On 08-04-2022 19:04, Brent Meeker wrote:
On 4/7/2022 8:00 PM, smitra wrote:
On 07-04-2022 18:25, Brent Meeker wrote:
On 4/7/2022 8:25 AM, smitra wrote:
On 07-04-2022 03:05, Bruce Kellett wrote:
On Thu, Apr 7, 2022 at 10:52 AM smitra <smi...@zonnet.nl> wrote:

On 07-04-2022 02:30, Bruce Kellett wrote:

The preferred basis is not determined by algorithms -- it is
determined by robustness under decoherence. You can redefine
everything so that your theory is no longer quantum mechanics --
that is a fairly pointless exercise.

That's the preferred basis as used in practice. But that's useless
this context and it would amount to doing things  things backward.
Observers cannot be defined using decoherence. That you do
under decoherence allows for us as stable observers to exist. So
decoherence explains our existence.

It also explains our ability to make measurements and record results. To claim that this is not a fundamental account of measurement is just silly. Nothing is more fundamental than quantum entanglement evidenced
in decoherence.

While entanglement is a phenomenon that exists at the fundamental level, effective macroscopic concepts can never be fundamental, they have to be explained using the fundamental microscopic theory in which many macroscopic concepts do not even exist.

You need to keep in mind that there are different meanings of
"fundamental".  Those "macroscopic concepts" like measurements and
records and facts are epistemically fundamental; and remain so however
theories change.  The reductionist base of the current theory is
ontologically fundamental, but it may be replaced by a new theory with
a different ontology, as QM replaced Newtonian mechanics and
statistical mechanics replaced thermodynamics.  Being ontologically
fundamental is a precarious position.

Yes, and that means that the new theory must reduce effectively to the old theory in the macroscopic regime where the old theory makes (almost) correct predictions.

That incorrectly insinuates that the old theory only makes accurate
predictions in the macroscopic domain.  For example, I suspect that
the solution to the problem of quantum gravity will imply natural
cutoffs at the Planck scale which we now often invoke heuristically. 
Just because an ontology is microscopic doesn't make it immune to
replacement.  Strings or loop quantum gravity are microscopic too.

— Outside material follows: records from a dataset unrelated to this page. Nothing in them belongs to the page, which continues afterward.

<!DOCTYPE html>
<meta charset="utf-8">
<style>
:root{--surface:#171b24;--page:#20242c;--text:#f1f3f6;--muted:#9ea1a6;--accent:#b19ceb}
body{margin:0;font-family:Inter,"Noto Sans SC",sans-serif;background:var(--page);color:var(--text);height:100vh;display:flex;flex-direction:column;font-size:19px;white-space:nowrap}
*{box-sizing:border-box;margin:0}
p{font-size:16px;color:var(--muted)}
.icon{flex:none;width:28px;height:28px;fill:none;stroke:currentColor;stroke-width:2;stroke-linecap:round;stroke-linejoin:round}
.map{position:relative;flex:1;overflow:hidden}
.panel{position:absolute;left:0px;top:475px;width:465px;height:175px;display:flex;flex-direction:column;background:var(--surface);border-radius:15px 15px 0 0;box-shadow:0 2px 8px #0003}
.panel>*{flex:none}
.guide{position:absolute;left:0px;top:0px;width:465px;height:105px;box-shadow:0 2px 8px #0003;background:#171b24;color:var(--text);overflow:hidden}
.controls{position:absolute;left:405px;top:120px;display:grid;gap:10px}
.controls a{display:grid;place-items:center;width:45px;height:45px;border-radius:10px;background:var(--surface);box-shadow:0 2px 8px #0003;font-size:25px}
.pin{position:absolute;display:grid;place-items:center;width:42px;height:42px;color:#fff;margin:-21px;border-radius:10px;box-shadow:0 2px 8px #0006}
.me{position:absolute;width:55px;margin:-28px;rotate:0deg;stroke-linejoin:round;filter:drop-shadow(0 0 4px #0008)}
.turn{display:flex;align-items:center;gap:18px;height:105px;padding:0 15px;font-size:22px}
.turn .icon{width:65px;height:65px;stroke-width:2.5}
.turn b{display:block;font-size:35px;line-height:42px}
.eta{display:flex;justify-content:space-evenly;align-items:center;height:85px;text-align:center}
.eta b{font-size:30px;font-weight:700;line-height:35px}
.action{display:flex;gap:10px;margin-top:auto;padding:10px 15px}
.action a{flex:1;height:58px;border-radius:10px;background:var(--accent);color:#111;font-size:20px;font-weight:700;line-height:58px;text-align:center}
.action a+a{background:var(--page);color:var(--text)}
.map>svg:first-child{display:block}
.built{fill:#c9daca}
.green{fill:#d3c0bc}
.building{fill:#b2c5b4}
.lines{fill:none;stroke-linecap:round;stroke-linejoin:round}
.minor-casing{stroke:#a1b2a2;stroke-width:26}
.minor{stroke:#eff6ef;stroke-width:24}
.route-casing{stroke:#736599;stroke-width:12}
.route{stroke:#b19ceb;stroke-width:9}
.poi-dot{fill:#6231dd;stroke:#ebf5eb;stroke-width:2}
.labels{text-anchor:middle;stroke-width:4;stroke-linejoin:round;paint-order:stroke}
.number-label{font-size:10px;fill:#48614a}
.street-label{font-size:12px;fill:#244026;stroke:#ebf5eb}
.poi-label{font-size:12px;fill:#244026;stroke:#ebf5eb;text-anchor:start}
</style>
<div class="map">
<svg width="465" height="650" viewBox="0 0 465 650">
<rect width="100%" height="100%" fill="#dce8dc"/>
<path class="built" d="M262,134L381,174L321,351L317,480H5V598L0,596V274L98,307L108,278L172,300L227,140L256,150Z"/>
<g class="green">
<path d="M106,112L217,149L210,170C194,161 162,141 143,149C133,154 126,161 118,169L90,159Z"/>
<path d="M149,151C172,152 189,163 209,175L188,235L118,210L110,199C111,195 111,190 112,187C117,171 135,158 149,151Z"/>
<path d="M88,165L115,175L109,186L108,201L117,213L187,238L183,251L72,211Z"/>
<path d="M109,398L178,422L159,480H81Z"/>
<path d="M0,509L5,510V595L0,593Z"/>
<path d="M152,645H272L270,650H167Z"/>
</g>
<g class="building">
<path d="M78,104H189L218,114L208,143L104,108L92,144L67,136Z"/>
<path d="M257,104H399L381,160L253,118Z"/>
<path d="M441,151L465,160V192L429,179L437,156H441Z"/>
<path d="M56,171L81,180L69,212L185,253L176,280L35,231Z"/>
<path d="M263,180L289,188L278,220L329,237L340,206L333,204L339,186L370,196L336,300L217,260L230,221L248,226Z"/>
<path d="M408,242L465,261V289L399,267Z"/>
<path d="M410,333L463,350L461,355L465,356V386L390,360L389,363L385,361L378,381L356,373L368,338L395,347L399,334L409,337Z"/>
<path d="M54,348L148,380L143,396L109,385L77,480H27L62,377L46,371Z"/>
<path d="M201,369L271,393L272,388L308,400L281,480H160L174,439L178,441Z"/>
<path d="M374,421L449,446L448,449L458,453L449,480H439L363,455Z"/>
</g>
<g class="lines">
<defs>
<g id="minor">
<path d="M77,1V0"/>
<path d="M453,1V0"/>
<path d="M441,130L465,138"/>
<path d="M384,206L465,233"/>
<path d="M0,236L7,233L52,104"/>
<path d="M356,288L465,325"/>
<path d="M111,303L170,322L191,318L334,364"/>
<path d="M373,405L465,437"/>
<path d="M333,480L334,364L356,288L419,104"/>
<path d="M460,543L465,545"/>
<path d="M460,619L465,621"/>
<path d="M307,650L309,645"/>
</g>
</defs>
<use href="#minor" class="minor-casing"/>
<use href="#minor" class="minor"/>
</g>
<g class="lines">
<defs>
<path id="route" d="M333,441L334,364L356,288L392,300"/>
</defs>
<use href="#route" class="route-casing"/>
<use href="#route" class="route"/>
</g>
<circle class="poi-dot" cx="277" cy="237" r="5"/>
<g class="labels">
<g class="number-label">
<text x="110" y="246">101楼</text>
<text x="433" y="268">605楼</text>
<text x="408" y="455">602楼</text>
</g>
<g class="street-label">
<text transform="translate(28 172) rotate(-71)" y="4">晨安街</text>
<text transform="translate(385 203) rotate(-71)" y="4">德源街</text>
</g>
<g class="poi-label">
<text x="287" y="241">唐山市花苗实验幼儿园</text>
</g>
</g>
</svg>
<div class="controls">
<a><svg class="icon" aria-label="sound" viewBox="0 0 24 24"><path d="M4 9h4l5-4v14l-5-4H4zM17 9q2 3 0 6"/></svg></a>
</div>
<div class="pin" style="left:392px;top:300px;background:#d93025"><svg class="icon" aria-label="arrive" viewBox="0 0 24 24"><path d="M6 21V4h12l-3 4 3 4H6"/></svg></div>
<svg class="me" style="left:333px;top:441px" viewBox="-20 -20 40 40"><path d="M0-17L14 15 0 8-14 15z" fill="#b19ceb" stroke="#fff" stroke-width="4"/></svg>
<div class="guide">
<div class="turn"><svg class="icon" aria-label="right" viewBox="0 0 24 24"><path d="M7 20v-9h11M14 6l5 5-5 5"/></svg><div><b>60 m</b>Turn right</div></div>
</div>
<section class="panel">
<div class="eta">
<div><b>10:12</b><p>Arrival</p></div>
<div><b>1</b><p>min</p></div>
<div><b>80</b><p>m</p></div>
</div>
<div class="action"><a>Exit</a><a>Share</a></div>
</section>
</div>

Yes, I agree here. Another example is statistical physics. We teach students about the equal prior probability postulate, but it's not actually true. However we do know that the predictions made by assuming this are correct. The question why statistical mechanics works, is then an interesting problem. See e.g. here:


If we then ask fundamental questions about e.g. the existence of a multiverse that can only be addressed by getting the details about the dynamics at the microscopic level correct, then it's not appropriate to fix up the theory by introducing notions from the macroscopic domain that should in principle follow from the fundamental dynamics at the micro-level.

The notion of "result" and "measurement" are not introduced, they are
fundamental to knowledge.  They are exactly where MWI gets into
trouble.  By saying there is no result of an experiment it muddles the
concept of probability.

In a Bruno-type copying experiment one can get multiple outcomes with various distributions too. If 100 Brents are created with one of them going to get $1 millions what is the probability that you'll win $1 million? If instead of identical Brents we create 100 random persons such that one of them is guaranteed to be Brent and one of them is randomly chosen to receive $ 1 million, then the probability would be 1/100. If we then tweak the random person generator so that the random persons that are not Brent start to look more like Brent, then that would not matter for the 1/100 probability. So, we can take the limit where the other persons become exact copies of Brent.

So, we can deal with probabilities in cases where all outcomes for an observer are realized.


The appearance of permanent records should follow from decoherence. But it makes sense to consider states of algorithms that process information as a more general notion of observation.